Dibalik Hak Angket DPT Pilpres

Koalisi yang dibangun Golkar dan PDIP berhasil menarik dukungan bukan hanya koalisi besar, tetapi juga dari partai-partai koalisi Demokrat yakni PAN, PPP dan PKB. Keberhasilan koalisi ini, tentu saja menggeramkan Demokrat. Ada apa di balik keberhasilan pengajuan hak angket tersebut?

Realitas DPT
Apakah motif hak angket DPT masih tanda tanya. Demokrat tentu saja melontarkan isu, sensasi politis menjelang pilpres.

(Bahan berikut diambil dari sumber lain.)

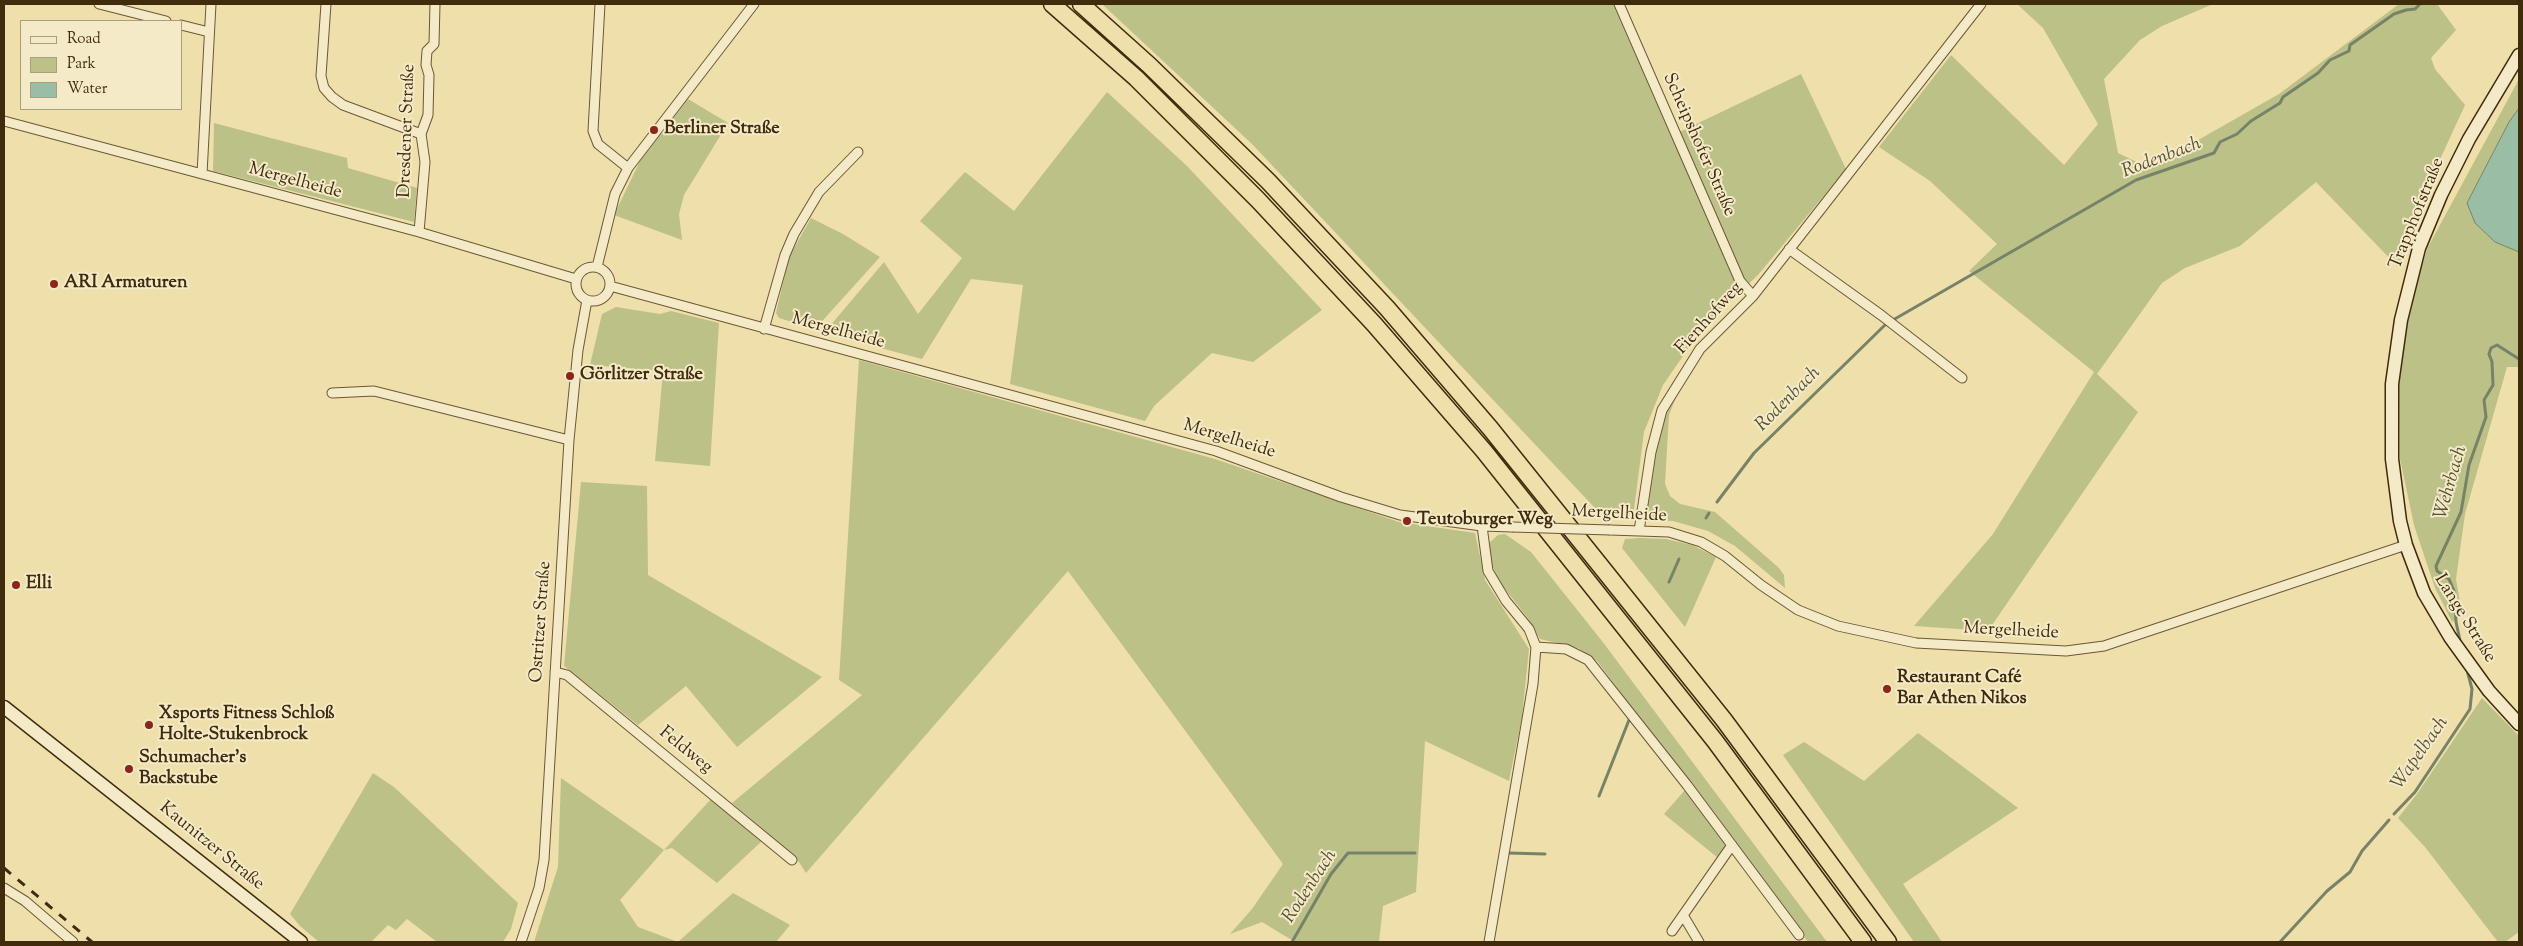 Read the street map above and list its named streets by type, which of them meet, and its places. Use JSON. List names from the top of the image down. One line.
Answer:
{"streets":{"street":["Dresdener Straße","Scheipshofer Straße","Mergelheide","Trapphofstraße","Fienhofweg","Lange Straße","Ostritzer Straße","Feldweg","Kaunitzer Straße"]},"crossings":[["Dresdener Straße","Mergelheide"],["Scheipshofer Straße","Fienhofweg"],["Mergelheide","Fienhofweg"],["Mergelheide","Lange Straße"],["Mergelheide","Ostritzer Straße"],["Trapphofstraße","Lange Straße"],["Ostritzer Straße","Feldweg"]],"water":["Rodenbach","Wehrbach","Wapelbach"],"places":["Berliner Straße","ARI Armaturen","Görlitzer Straße","Teutoburger Weg","Elli","Restaurant Café Bar Athen Nikos","Xsports Fitness Schloß Holte-Stukenbrock","Schumacher's Backstube"],"legend":["Road","Park","Water"]}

Kalau isu pilpres yang menjadi alasan, tentu saja PKB yang sepertinya solid mendukung SBY membiarkan pengusul hak angket menang, sementara PKS yang sepertinya belum solid mendukung SBY, justru menolak.

Oleh karenanya perlu dipertimbangkan:
1. Demokrat dan PKS, adalah dua partai yang meraih keuntungan dari carut-marutnya DPT.
2. PPP, PAN, Golkar, PDIP, PBB, PKB adalah partai yang dirugikan. Oleh karenanya ril kalau partai-partai ini mendukung hak angket.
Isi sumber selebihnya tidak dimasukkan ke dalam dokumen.